[EXERCISE INPUT — start]

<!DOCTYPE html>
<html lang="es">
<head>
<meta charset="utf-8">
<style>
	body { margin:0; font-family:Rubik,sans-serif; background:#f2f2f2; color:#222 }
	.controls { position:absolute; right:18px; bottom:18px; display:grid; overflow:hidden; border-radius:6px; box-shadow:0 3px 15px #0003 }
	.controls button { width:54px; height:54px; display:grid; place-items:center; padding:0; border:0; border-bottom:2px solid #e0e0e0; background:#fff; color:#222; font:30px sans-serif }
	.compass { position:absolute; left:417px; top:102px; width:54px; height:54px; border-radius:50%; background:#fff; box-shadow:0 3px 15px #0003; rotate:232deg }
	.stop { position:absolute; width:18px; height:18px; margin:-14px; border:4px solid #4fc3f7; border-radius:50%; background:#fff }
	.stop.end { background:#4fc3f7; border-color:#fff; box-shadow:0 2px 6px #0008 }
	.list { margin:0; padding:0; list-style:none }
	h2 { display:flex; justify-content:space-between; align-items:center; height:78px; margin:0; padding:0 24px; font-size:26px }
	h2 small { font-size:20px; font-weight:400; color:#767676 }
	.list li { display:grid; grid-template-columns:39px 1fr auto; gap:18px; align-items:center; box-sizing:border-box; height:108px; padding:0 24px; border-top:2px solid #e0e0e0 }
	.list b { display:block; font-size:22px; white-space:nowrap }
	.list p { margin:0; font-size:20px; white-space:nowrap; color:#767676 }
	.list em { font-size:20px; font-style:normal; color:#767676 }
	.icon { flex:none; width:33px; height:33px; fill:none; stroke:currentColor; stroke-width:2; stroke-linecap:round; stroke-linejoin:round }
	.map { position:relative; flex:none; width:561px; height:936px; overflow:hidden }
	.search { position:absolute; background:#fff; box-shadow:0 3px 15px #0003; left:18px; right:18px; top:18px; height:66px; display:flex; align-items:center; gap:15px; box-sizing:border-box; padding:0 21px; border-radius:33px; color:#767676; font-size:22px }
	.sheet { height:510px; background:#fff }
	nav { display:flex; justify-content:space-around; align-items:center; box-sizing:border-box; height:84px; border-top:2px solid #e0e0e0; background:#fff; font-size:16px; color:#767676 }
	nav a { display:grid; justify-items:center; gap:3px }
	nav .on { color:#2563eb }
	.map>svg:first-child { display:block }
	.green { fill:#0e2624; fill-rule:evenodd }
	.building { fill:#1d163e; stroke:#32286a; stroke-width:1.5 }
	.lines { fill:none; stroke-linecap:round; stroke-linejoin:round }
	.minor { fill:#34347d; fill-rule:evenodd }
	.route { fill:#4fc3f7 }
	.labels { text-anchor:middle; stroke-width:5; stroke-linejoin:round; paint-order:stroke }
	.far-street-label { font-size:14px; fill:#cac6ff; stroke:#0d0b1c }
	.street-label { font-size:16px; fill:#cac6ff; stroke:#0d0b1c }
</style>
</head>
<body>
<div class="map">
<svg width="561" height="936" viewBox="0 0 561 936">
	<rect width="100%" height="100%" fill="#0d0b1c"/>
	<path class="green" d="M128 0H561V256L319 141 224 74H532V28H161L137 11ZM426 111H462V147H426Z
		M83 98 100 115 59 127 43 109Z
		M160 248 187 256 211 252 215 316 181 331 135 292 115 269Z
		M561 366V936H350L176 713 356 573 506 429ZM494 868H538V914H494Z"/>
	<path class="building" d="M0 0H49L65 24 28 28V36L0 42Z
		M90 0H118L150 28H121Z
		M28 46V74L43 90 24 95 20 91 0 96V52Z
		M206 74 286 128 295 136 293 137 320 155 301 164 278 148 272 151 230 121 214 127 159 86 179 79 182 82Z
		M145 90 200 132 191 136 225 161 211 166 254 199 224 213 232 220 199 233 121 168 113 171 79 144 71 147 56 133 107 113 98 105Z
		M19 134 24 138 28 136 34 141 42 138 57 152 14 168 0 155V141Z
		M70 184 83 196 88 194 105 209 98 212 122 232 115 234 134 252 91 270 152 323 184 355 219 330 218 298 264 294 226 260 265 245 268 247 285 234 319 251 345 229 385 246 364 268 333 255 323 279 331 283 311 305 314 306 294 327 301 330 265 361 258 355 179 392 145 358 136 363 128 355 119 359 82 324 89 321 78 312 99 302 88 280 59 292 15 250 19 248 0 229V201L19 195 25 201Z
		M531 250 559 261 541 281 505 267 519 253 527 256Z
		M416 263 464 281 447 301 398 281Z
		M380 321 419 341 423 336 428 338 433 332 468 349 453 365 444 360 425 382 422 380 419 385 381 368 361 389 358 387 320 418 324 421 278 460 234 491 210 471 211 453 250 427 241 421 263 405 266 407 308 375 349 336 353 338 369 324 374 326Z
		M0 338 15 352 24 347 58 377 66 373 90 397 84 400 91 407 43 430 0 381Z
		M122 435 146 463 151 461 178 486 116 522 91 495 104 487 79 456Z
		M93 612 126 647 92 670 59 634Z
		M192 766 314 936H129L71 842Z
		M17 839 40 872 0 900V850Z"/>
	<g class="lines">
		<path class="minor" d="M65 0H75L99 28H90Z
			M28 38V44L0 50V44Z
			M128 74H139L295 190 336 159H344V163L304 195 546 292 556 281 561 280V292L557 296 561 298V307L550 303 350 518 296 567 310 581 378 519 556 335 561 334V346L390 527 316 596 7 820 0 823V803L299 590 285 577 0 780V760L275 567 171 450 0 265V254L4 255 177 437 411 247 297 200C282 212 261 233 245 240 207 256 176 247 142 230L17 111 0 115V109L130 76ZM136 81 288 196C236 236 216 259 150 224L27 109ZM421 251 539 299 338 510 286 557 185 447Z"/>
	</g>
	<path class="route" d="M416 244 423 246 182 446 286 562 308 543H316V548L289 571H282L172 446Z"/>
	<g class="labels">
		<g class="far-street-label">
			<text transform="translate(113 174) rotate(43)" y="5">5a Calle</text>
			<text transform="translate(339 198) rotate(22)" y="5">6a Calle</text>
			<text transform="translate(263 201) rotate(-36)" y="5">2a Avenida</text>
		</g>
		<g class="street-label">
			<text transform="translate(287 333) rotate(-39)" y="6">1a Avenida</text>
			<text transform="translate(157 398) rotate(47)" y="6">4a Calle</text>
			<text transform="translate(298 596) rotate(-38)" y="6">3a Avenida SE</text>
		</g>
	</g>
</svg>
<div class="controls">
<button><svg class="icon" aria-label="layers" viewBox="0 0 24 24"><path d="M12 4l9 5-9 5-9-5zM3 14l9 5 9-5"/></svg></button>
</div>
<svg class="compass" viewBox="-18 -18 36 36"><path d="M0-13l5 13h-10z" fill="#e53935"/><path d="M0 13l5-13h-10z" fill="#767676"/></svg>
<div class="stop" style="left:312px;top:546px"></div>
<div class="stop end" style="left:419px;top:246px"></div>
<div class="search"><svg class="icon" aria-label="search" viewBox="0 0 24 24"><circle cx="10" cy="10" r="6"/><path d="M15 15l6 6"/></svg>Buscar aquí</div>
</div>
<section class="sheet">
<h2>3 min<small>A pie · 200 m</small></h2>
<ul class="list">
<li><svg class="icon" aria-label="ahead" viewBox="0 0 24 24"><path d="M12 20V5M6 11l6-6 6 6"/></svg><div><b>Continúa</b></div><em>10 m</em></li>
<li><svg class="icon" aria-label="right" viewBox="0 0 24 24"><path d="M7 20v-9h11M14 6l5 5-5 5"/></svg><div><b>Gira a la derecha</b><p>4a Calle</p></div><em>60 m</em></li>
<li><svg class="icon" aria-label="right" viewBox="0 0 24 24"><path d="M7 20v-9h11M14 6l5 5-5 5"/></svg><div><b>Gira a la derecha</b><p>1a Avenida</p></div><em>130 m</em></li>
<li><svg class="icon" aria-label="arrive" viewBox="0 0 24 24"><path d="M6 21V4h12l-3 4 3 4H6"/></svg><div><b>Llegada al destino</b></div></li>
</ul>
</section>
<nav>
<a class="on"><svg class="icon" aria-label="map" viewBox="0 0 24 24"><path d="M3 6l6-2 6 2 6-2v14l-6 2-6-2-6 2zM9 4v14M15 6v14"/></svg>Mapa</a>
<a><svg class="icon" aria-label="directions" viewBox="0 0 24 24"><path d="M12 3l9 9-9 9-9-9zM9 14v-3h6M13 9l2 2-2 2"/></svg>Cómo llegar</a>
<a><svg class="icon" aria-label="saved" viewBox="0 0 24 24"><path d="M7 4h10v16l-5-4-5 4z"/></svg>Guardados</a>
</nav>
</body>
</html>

[EXERCISE INPUT — finish]

The lines to copy are those in the listing that contain "linecap".

	.icon { flex:none; width:33px; height:33px; fill:none; stroke:currentColor; stroke-width:2; stroke-linecap:round; stroke-linejoin:round }
	.lines { fill:none; stroke-linecap:round; stroke-linejoin:round }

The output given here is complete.